You ask if Americans think astrology is scientific, but my guess is you're actually trying to gauge if people think it's accurate, or useful, or if they make decisions based on what they learn from their chart.  Am I right?  Of course it's not scientific.  You'd have to change the definition of science in order for a wisdom tradition to squeeze into the Aristotilean delineation around logic and reasoning.  Asking if astrology is scientific is like asking if women are men.  Clearly they fall into very distinct categories; one is for knowing the outer world, and the other is for knowing the inner world and they use different skill sets entirely.  You certainly wouldn't use science to measure someone's emotional intelligence, so why is astrology- a beautiful, robust, and incredibly useful system being measured against its "male" counterpart? 
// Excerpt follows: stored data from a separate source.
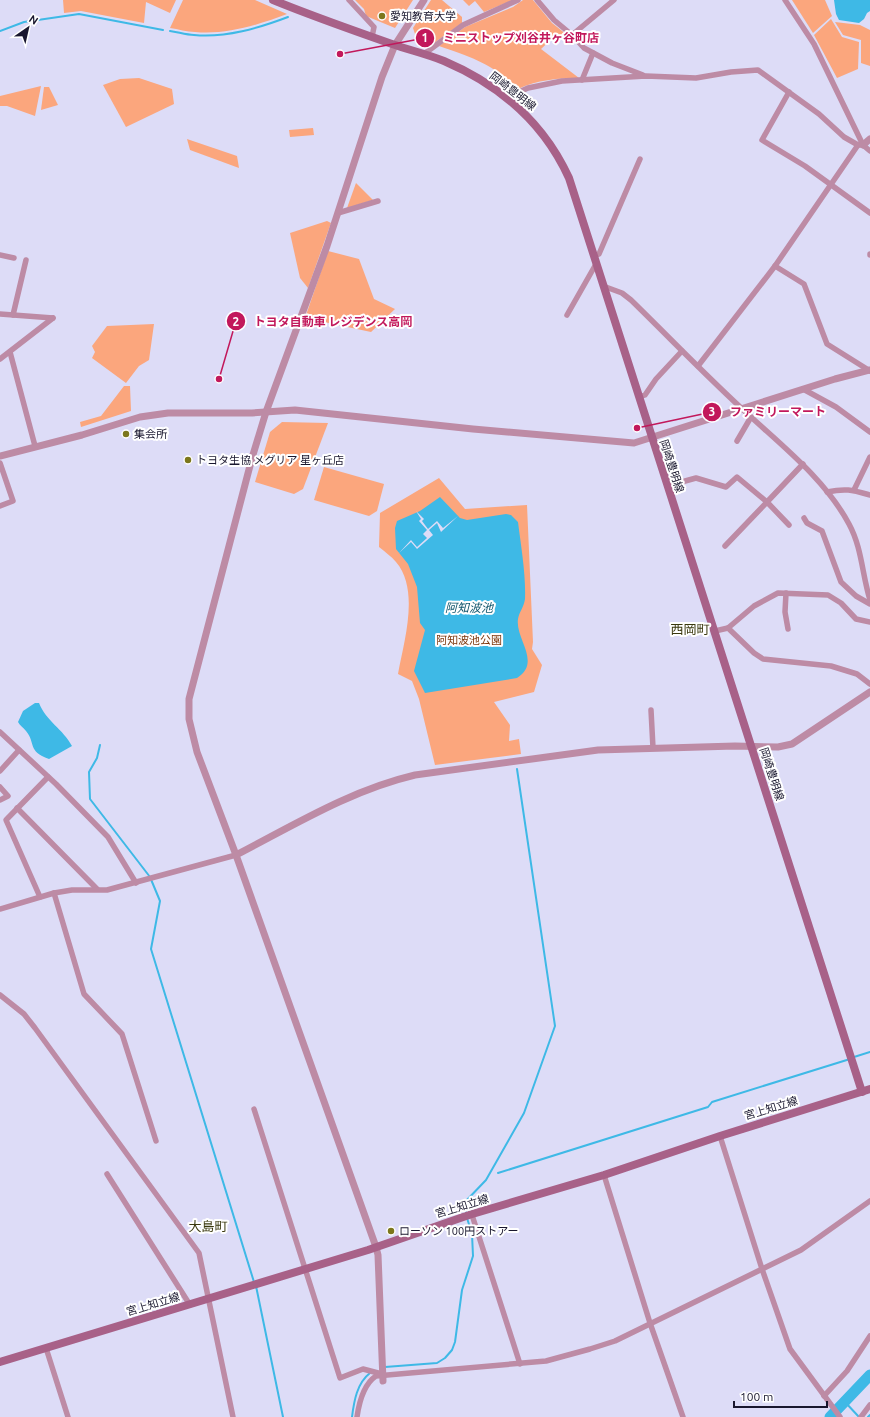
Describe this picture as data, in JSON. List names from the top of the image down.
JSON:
{
  "streets": {
    "main road": ["岡崎豊明線", "宮上知立線"]
  },
  "crossings": [
    ["岡崎豊明線", "宮上知立線"]
  ],
  "districts": ["西岡町", "大島町"],
  "water": ["阿知波池"],
  "parks": ["阿知波池公園"],
  "places": [
    "愛知教育大学",
    "ミニストップ刈谷井ヶ谷町店",
    "トヨタ自動車 レジデンス高岡",
    "ファミリーマート",
    "集会所",
    "トヨタ生協 メグリア 星ヶ丘店",
    "ローソン 100円ストアー"
  ],
  "scale_bar": "100 m",
  "north": "top right"
}
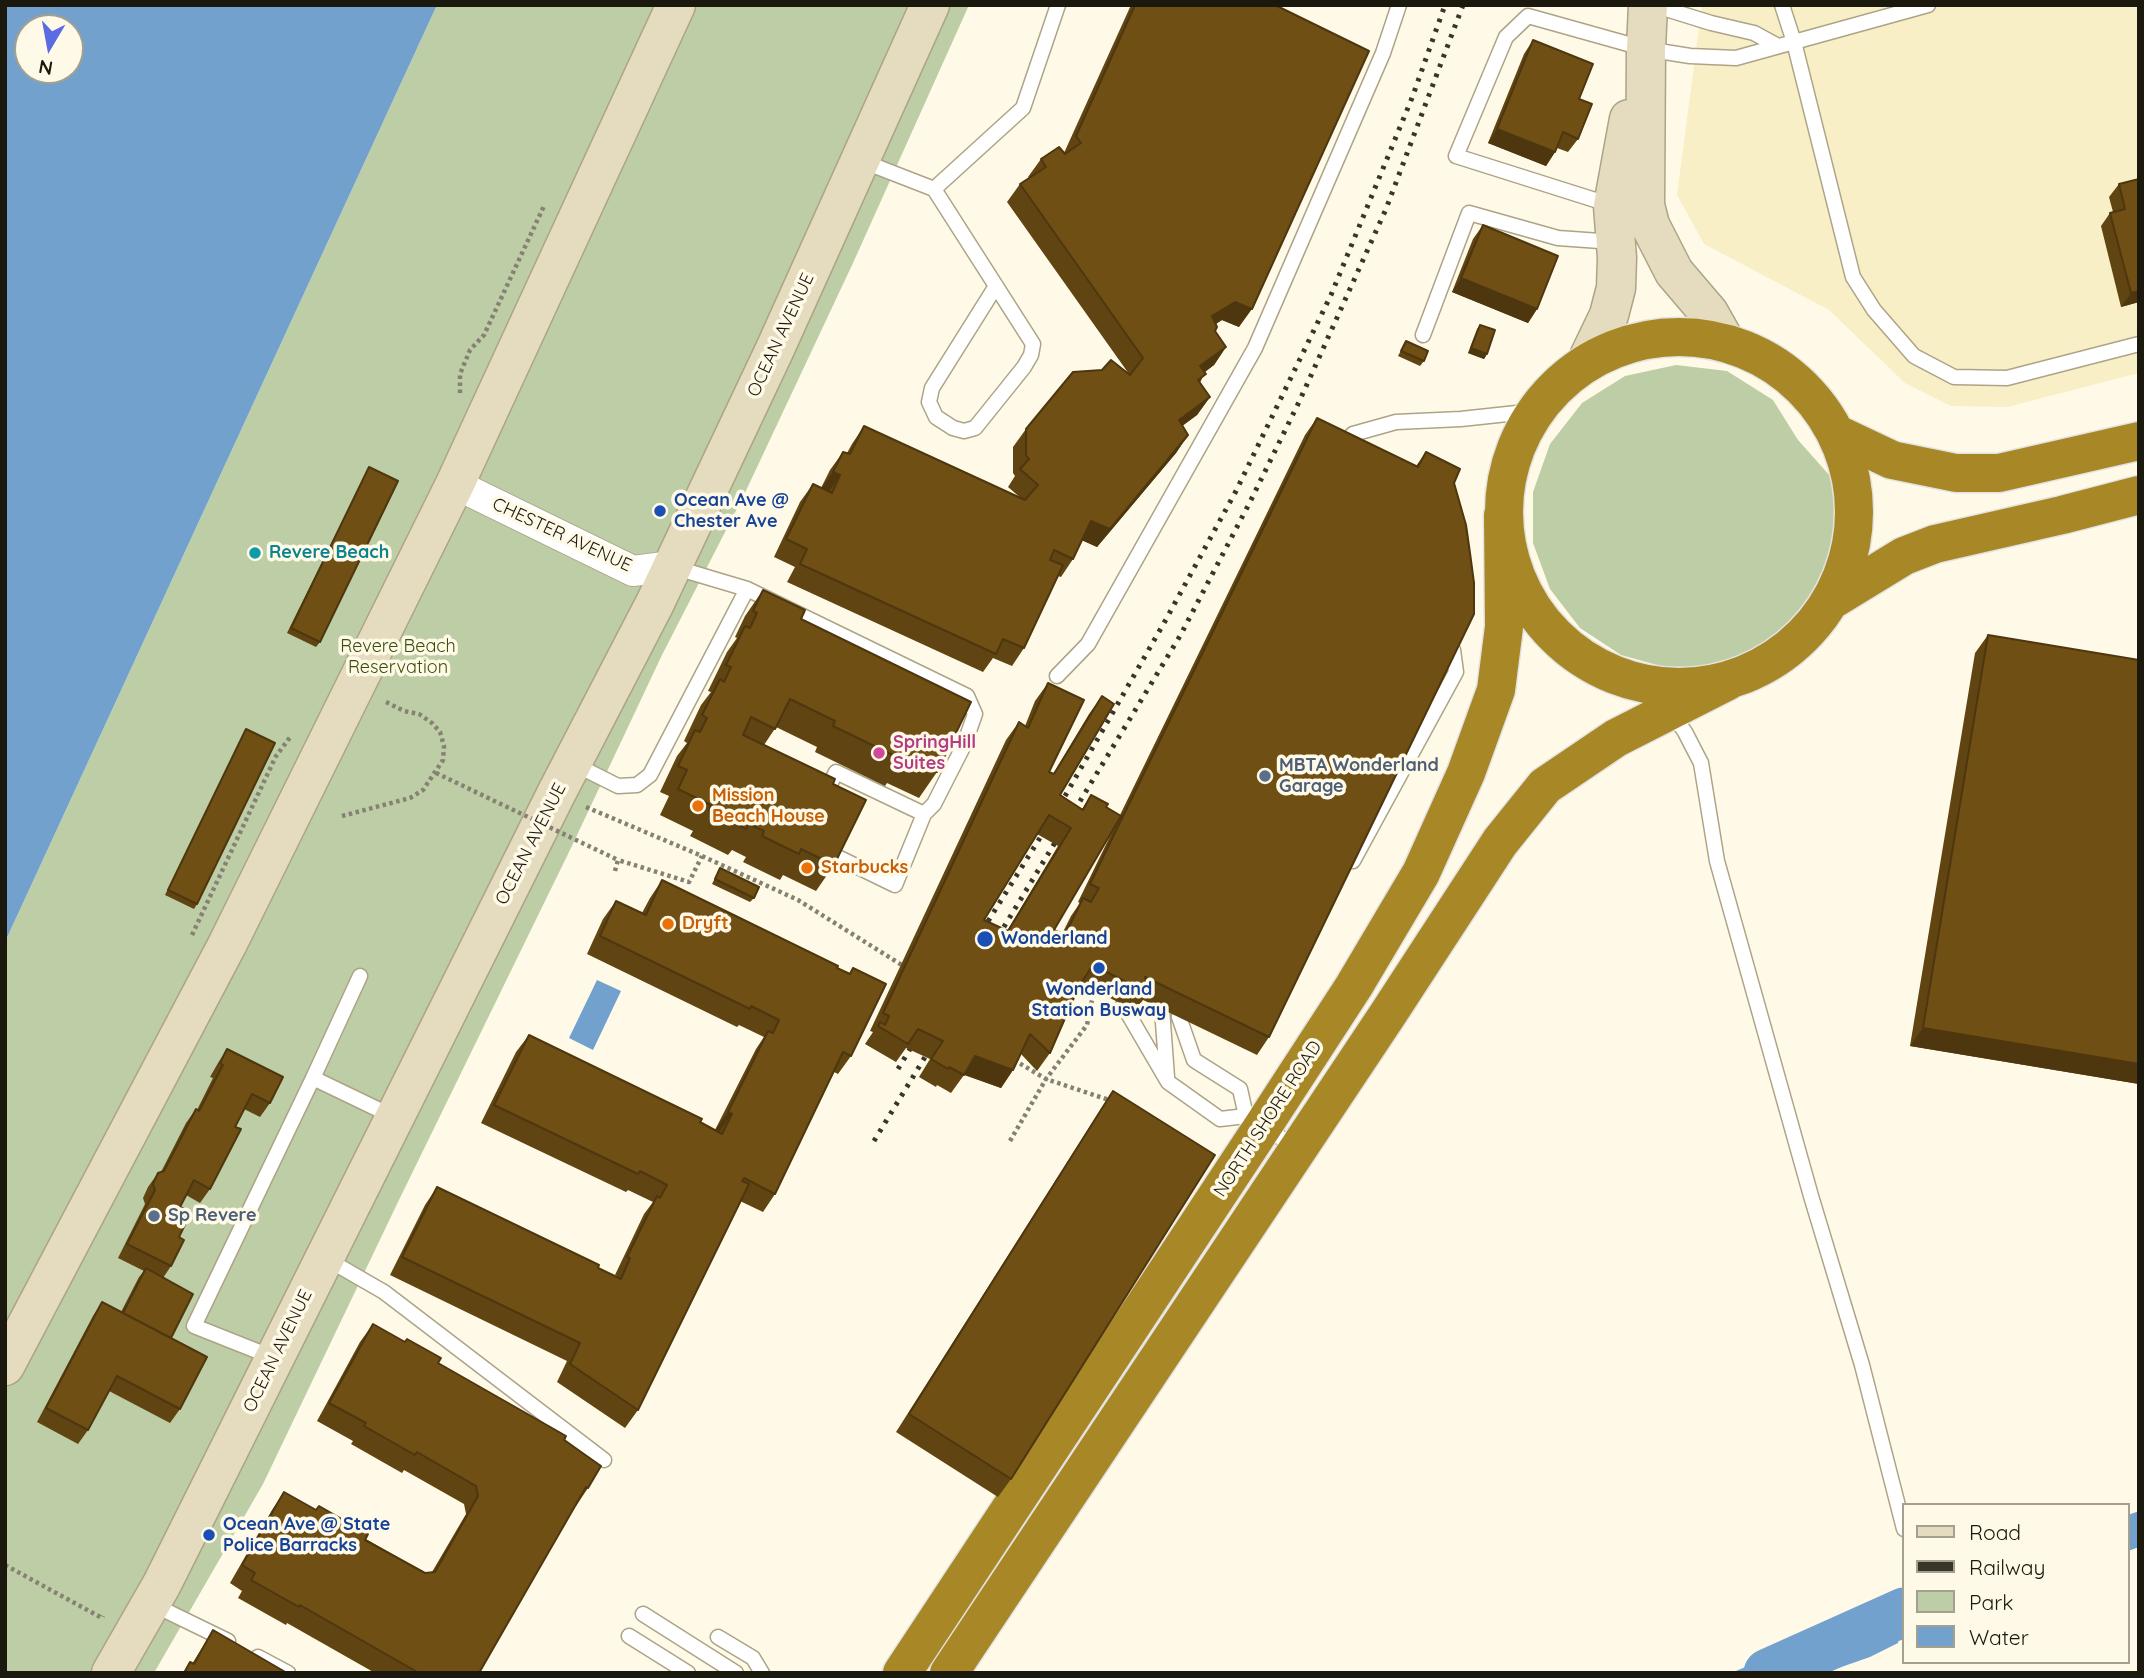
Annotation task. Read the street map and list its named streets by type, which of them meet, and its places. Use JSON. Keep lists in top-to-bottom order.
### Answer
{
  "streets": {
    "highway": ["NORTH SHORE ROAD"],
    "main road": ["OCEAN AVENUE"],
    "street": ["CHESTER AVENUE"]
  },
  "crossings": [
    ["OCEAN AVENUE", "CHESTER AVENUE"]
  ],
  "parks": ["Revere Beach Reservation"],
  "places": [
    "Ocean Ave @ Chester Ave",
    "Revere Beach",
    "SpringHill Suites",
    "MBTA Wonderland Garage",
    "Mission Beach House",
    "Starbucks",
    "Dryft",
    "Wonderland",
    "Wonderland Station Busway",
    "Sp Revere",
    "Ocean Ave @ State Police Barracks"
  ],
  "legend": [
    "Road",
    "Railway",
    "Park",
    "Water"
  ],
  "north": "bottom"
}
Carl Jung would have called these two categories I'm referring to as the masculine and feminine principle, or the animus and the anima; Asians would call it the yin and the yang.  My guess is it's probably a little out of science's grasp to try and measure a mystic tradition, so why go there?  As far as I know, astrology isn't trying to impress science, just like women aren't asking men, "Am I a legitimate human being?" and Italians aren't asking the French, "Are we French enough for you?"  Astrology is a language unto itself that takes many years to learn, and decades to master.

By selecting, "yes, I believe it's scientific" pollsters are opened up to guffaws by actual scientists like Bill Nye and Neil deGrasse Tyson, who know that you need to meet a certain set of standards to say something is scientifically valid- a legitimate pursuit, but not astrology's aim.  Asking people to judge if astrology is a science necessarily makes them look foolish because astrology is in an entirely different epistemology, just like the Buddhist practice of mindfulness is a third and equally powerful epistemology.

Self-knowledge correlates with higher emotional intelligence, which in turn correlates with better leadership skills and reported life happiness-- all skills neceessary for getting the world's population out of some of the toughest dillemmas it's ever faced.  And yet the inner world is a very vague and mysterious place sometimes.  Ask any wife if their husband can clearly articulate why they always [fill in the blank with something that annoys the hell out of them], or ask any man if their wife can do the same.  Just like women's medicine has always baffled male doctors, so we don't expect male scientists to automatically "get" a feminine spirituality*.  It takes a motivation to start with usually, like a divorce or a death in the family, or a serious illness, and then a journey begins.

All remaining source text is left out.